(DATA EXCERPTS begins)
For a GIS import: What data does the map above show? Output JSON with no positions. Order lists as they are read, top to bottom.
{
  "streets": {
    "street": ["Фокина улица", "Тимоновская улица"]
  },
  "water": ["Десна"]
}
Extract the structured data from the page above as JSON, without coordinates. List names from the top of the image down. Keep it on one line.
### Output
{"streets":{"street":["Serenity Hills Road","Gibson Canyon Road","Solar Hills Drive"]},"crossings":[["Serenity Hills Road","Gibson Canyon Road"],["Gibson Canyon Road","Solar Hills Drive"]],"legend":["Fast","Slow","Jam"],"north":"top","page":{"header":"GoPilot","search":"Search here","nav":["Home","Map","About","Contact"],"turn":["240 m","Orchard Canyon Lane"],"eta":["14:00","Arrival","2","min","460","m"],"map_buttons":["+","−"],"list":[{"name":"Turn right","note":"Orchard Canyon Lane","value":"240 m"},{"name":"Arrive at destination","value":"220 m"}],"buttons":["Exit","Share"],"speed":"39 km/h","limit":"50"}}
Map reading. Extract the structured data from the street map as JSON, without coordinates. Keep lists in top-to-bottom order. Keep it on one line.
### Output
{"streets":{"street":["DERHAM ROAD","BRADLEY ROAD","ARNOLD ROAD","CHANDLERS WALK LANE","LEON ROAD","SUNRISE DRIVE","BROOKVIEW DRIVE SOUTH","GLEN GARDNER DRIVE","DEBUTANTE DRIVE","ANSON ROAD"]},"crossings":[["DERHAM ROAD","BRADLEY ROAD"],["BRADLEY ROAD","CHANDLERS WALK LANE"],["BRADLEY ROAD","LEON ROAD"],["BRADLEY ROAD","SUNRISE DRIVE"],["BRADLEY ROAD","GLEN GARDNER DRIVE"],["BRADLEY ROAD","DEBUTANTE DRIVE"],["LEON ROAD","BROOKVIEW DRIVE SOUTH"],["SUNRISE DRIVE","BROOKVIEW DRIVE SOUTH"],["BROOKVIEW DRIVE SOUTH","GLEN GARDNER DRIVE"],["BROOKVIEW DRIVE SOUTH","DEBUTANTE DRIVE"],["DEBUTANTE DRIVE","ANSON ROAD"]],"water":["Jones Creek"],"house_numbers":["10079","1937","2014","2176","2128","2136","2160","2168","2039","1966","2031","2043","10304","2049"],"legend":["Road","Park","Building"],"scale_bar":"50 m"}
(DATA EXCERPTS ends)
| PROBLEM STATEMENT |
Set down exactly the lines that begin the records and continue through the line bearing "Extract the structured data from the page"; include both ends.

| TASK ANSWER |
For a GIS import: What data does the map above show? Output JSON with no positions. Order lists as they are read, top to bottom.
{
  "streets": {
    "street": ["Фокина улица", "Тимоновская улица"]
  },
  "water": ["Десна"]
}
Extract the structured data from the page above as JSON, without coordinates. List names from the top of the image down. Keep it on one line.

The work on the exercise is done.